The econometric secret of blending

It is February 2016, it is 10 degrees below zero and you are on your way to Utrecht, to visit your family. You are lucky because you do not have to take into account the winter regulations of NS. That is because you have used your well-earned pay check to purchase a second hand diesel car and your car always gets you from A to B safely. You just have to scrub the windows free of frost and then… yes, luckily the motor starts. Once you finally arrive in Utrecht you stop to think to yourself: ‘environmental zone’ you hear yourself say. Luckily, there is nothing to worry about because your car is from 2002.

As a car owner you are completely sure that your steel steed will perform under any circumstances. Warmth and cold need to be faced up to, and of course you are also thinking a bit about the environment. Next to the condition of the car, the quality of the fuel is an important factor here. Luckily, you don’t have to worry about the quality of the fuel, the government and the oil companies do that for you. Octane number, sulphur emission, density, flash point, cloud point, oxygen, aromatics content and benzene content are examples of properties that specify fuel. For example, Euro95 has an octane number of at least 95, a density of about 0.75 kg/l and the sulphur content may not be higher than 10 ppm.

Now you are probably asking yourself, why am I reading this piece in the Estimator? You have maybe also already come up with the answer to this question: there is a very interesting case on optimisation in the production of diesel and petrol!

 "What is economically the most profitable blend, so that the demand is fulfilled and also al of the product specifications are met?"

In a refinery, raw oil is made into semi-finished products that subsequently are reworked into end products, like Euro95. The production of these end products is sometimes called ‘blending’. While you might be looking for the optimal blending recipe for cocktails, a refinery looks for the optimal blending recipe for the end products. In a market with many competitors, this has to be done as cheaply as possible.
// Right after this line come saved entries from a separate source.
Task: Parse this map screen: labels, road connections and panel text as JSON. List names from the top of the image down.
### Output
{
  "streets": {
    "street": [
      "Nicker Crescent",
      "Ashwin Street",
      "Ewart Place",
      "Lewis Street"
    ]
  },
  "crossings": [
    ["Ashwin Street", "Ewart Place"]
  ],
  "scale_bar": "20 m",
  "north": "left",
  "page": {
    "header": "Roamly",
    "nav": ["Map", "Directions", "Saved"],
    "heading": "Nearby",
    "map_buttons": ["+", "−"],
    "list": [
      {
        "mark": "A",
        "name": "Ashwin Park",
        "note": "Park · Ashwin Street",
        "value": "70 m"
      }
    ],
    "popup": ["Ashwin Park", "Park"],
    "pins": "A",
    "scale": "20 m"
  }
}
The question is: what is economically the most profitable blend, so that the demand is fulfilled and also al of the product specifications are met?

At first, this seems like extending a simple LP with some constraints for recipes (for e.g. use at maximum 10% ethanol, or in cocktails: use at least 10% ethanol). However, as you would expect, there are several factors that make the situation more complicated. The property of the octane does not blend linearly. To be able to predict the octane number of a blend regardless, blending rules have been developed. A blending rule describes how a property behaves when it is mixed. These blending rules are derived by applying statistical techniques. The use of blending rules in optimisation allows the refinery to better predict what the properties of a blend will be. The result of this, is that the blending can be done closer to the specifications. Of course, it would be a pity to make a blend with octane number 96, when 95 is the minimum. On the other hand, when your blend has an octane number of 94.8, then you have got a problem. Either you have to blend your blend again or you have to downgrade it to a ‘worse’ product and thus also sell it for a lower price. An off spec product cannot enter the market as Euro95.

The oil industry is helped a lot by blend models such as described above. The questions that are addressed:

  • Is there added value to buying a semi-finished product on the market?
  • How do I correct my off spec product?
  • How can I blend away a component of low quality?
  • What is the impact of strict regulations on the blend that I can make?
  • Can I also blend away 20% alcohol? What impact does that have on my product and on the semi-finished products that I make in my refinery?

From the questions above you can derive that blend models can be used operationally as well as for strategical studies. As result of this:

  • A higher margin is achieved
  • No ‘too good’ products are made
  • More blends are good in one attempt
  • Cases can be analysed easily
  • More value is obtained out of semi-finished products

The typical OR (Ondernemingsraad) companies have been working on developing and supporting the mathematical models described in this article for years. Partially due to this, the fuel prices are as low as possible and you know that the fuel is not the reason why your car does not want to start on a winter’s day.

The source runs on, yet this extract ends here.